Start of Data supplied
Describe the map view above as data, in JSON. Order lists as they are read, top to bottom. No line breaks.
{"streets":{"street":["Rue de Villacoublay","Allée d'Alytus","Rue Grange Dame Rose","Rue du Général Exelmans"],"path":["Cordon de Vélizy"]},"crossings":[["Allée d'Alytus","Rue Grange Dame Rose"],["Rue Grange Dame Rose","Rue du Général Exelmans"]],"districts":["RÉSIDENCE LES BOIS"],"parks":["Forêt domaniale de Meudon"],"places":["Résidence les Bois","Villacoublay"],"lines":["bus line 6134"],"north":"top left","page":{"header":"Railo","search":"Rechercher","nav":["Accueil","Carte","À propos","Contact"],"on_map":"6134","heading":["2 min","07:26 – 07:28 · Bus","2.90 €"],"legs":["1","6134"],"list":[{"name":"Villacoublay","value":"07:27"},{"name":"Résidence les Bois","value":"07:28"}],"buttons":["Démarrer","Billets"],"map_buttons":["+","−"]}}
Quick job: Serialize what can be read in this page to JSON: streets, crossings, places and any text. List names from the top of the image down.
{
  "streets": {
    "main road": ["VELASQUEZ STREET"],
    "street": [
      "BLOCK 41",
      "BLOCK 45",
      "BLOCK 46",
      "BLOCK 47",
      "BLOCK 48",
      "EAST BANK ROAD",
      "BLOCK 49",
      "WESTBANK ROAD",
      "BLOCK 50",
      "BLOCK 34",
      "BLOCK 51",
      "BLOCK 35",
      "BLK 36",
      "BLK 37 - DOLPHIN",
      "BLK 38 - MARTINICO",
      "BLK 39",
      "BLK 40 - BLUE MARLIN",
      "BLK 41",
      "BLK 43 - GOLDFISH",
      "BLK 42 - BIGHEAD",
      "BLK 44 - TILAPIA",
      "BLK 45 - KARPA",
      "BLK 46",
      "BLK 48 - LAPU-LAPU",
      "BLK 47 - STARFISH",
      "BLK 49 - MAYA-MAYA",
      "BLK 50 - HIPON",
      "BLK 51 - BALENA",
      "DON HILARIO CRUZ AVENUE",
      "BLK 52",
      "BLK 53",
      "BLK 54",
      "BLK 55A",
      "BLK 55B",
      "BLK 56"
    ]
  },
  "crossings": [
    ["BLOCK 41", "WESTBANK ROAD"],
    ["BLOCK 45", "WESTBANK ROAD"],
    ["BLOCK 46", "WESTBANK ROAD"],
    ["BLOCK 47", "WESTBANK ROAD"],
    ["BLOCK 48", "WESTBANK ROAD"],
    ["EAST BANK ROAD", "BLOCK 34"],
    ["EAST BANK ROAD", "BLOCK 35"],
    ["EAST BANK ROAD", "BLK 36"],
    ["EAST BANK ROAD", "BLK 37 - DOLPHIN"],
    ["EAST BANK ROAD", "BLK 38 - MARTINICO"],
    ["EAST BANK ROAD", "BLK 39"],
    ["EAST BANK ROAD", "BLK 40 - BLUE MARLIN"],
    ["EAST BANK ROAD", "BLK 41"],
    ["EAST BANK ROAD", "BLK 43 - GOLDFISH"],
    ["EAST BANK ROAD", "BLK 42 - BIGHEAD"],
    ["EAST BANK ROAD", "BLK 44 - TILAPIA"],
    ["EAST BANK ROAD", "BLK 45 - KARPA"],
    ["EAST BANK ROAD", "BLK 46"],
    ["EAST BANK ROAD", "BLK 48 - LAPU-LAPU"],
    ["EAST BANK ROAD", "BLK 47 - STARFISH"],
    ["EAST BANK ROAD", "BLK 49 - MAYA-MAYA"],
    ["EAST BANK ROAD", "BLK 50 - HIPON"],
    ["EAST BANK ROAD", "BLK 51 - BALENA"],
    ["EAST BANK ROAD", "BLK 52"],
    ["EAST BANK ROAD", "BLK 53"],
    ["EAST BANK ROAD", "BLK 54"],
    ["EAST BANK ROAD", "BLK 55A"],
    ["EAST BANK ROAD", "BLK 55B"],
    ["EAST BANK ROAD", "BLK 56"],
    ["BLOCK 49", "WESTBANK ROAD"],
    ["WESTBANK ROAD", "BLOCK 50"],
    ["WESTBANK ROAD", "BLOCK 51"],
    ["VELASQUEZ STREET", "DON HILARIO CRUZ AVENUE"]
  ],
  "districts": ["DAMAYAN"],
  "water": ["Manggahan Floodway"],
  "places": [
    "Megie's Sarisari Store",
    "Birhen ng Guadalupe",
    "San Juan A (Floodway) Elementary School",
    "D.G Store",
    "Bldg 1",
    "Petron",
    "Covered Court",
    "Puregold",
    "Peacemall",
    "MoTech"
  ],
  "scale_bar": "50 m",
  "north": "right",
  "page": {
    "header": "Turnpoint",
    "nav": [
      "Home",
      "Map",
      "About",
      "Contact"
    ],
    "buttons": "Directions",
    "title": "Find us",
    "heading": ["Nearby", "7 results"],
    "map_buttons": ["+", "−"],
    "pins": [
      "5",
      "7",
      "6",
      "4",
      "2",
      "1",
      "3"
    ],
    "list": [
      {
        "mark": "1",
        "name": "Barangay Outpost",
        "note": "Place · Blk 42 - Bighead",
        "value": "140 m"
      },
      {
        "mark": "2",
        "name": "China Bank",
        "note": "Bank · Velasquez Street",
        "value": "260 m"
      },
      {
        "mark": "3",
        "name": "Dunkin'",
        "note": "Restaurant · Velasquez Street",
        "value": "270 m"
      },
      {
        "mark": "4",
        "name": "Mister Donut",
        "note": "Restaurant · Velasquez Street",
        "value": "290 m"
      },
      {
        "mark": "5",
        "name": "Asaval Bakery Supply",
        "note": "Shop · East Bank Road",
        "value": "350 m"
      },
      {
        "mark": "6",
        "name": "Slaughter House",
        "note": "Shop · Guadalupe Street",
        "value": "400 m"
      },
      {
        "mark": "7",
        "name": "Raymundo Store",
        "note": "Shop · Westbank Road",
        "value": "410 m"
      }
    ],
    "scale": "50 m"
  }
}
End of Data supplied
Task description — Nothing may be dropped or altered; repeat every record in full.

Response area —
Describe the map view above as data, in JSON. Order lists as they are read, top to bottom. No line breaks.
{"streets":{"street":["Rue de Villacoublay","Allée d'Alytus","Rue Grange Dame Rose","Rue du Général Exelmans"],"path":["Cordon de Vélizy"]},"crossings":[["Allée d'Alytus","Rue Grange Dame Rose"],["Rue Grange Dame Rose","Rue du Général Exelmans"]],"districts":["RÉSIDENCE LES BOIS"],"parks":["Forêt domaniale de Meudon"],"places":["Résidence les Bois","Villacoublay"],"lines":["bus line 6134"],"north":"top left","page":{"header":"Railo","search":"Rechercher","nav":["Accueil","Carte","À propos","Contact"],"on_map":"6134","heading":["2 min","07:26 – 07:28 · Bus","2.90 €"],"legs":["1","6134"],"list":[{"name":"Villacoublay","value":"07:27"},{"name":"Résidence les Bois","value":"07:28"}],"buttons":["Démarrer","Billets"],"map_buttons":["+","−"]}}
Quick job: Serialize what can be read in this page to JSON: streets, crossings, places and any text. List names from the top of the image down.
{
  "streets": {
    "main road": ["VELASQUEZ STREET"],
    "street": [
      "BLOCK 41",
      "BLOCK 45",
      "BLOCK 46",
      "BLOCK 47",
      "BLOCK 48",
      "EAST BANK ROAD",
      "BLOCK 49",
      "WESTBANK ROAD",
      "BLOCK 50",
      "BLOCK 34",
      "BLOCK 51",
      "BLOCK 35",
      "BLK 36",
      "BLK 37 - DOLPHIN",
      "BLK 38 - MARTINICO",
      "BLK 39",
      "BLK 40 - BLUE MARLIN",
      "BLK 41",
      "BLK 43 - GOLDFISH",
      "BLK 42 - BIGHEAD",
      "BLK 44 - TILAPIA",
      "BLK 45 - KARPA",
      "BLK 46",
      "BLK 48 - LAPU-LAPU",
      "BLK 47 - STARFISH",
      "BLK 49 - MAYA-MAYA",
      "BLK 50 - HIPON",
      "BLK 51 - BALENA",
      "DON HILARIO CRUZ AVENUE",
      "BLK 52",
      "BLK 53",
      "BLK 54",
      "BLK 55A",
      "BLK 55B",
      "BLK 56"
    ]
  },
  "crossings": [
    ["BLOCK 41", "WESTBANK ROAD"],
    ["BLOCK 45", "WESTBANK ROAD"],
    ["BLOCK 46", "WESTBANK ROAD"],
    ["BLOCK 47", "WESTBANK ROAD"],
    ["BLOCK 48", "WESTBANK ROAD"],
    ["EAST BANK ROAD", "BLOCK 34"],
    ["EAST BANK ROAD", "BLOCK 35"],
    ["EAST BANK ROAD", "BLK 36"],
    ["EAST BANK ROAD", "BLK 37 - DOLPHIN"],
    ["EAST BANK ROAD", "BLK 38 - MARTINICO"],
    ["EAST BANK ROAD", "BLK 39"],
    ["EAST BANK ROAD", "BLK 40 - BLUE MARLIN"],
    ["EAST BANK ROAD", "BLK 41"],
    ["EAST BANK ROAD", "BLK 43 - GOLDFISH"],
    ["EAST BANK ROAD", "BLK 42 - BIGHEAD"],
    ["EAST BANK ROAD", "BLK 44 - TILAPIA"],
    ["EAST BANK ROAD", "BLK 45 - KARPA"],
    ["EAST BANK ROAD", "BLK 46"],
    ["EAST BANK ROAD", "BLK 48 - LAPU-LAPU"],
    ["EAST BANK ROAD", "BLK 47 - STARFISH"],
    ["EAST BANK ROAD", "BLK 49 - MAYA-MAYA"],
    ["EAST BANK ROAD", "BLK 50 - HIPON"],
    ["EAST BANK ROAD", "BLK 51 - BALENA"],
    ["EAST BANK ROAD", "BLK 52"],
    ["EAST BANK ROAD", "BLK 53"],
    ["EAST BANK ROAD", "BLK 54"],
    ["EAST BANK ROAD", "BLK 55A"],
    ["EAST BANK ROAD", "BLK 55B"],
    ["EAST BANK ROAD", "BLK 56"],
    ["BLOCK 49", "WESTBANK ROAD"],
    ["WESTBANK ROAD", "BLOCK 50"],
    ["WESTBANK ROAD", "BLOCK 51"],
    ["VELASQUEZ STREET", "DON HILARIO CRUZ AVENUE"]
  ],
  "districts": ["DAMAYAN"],
  "water": ["Manggahan Floodway"],
  "places": [
    "Megie's Sarisari Store",
    "Birhen ng Guadalupe",
    "San Juan A (Floodway) Elementary School",
    "D.G Store",
    "Bldg 1",
    "Petron",
    "Covered Court",
    "Puregold",
    "Peacemall",
    "MoTech"
  ],
  "scale_bar": "50 m",
  "north": "right",
  "page": {
    "header": "Turnpoint",
    "nav": [
      "Home",
      "Map",
      "About",
      "Contact"
    ],
    "buttons": "Directions",
    "title": "Find us",
    "heading": ["Nearby", "7 results"],
    "map_buttons": ["+", "−"],
    "pins": [
      "5",
      "7",
      "6",
      "4",
      "2",
      "1",
      "3"
    ],
    "list": [
      {
        "mark": "1",
        "name": "Barangay Outpost",
        "note": "Place · Blk 42 - Bighead",
        "value": "140 m"
      },
      {
        "mark": "2",
        "name": "China Bank",
        "note": "Bank · Velasquez Street",
        "value": "260 m"
      },
      {
        "mark": "3",
        "name": "Dunkin'",
        "note": "Restaurant · Velasquez Street",
        "value": "270 m"
      },
      {
        "mark": "4",
        "name": "Mister Donut",
        "note": "Restaurant · Velasquez Street",
        "value": "290 m"
      },
      {
        "mark": "5",
        "name": "Asaval Bakery Supply",
        "note": "Shop · East Bank Road",
        "value": "350 m"
      },
      {
        "mark": "6",
        "name": "Slaughter House",
        "note": "Shop · Guadalupe Street",
        "value": "400 m"
      },
      {
        "mark": "7",
        "name": "Raymundo Store",
        "note": "Shop · Westbank Road",
        "value": "410 m"
      }
    ],
    "scale": "50 m"
  }
}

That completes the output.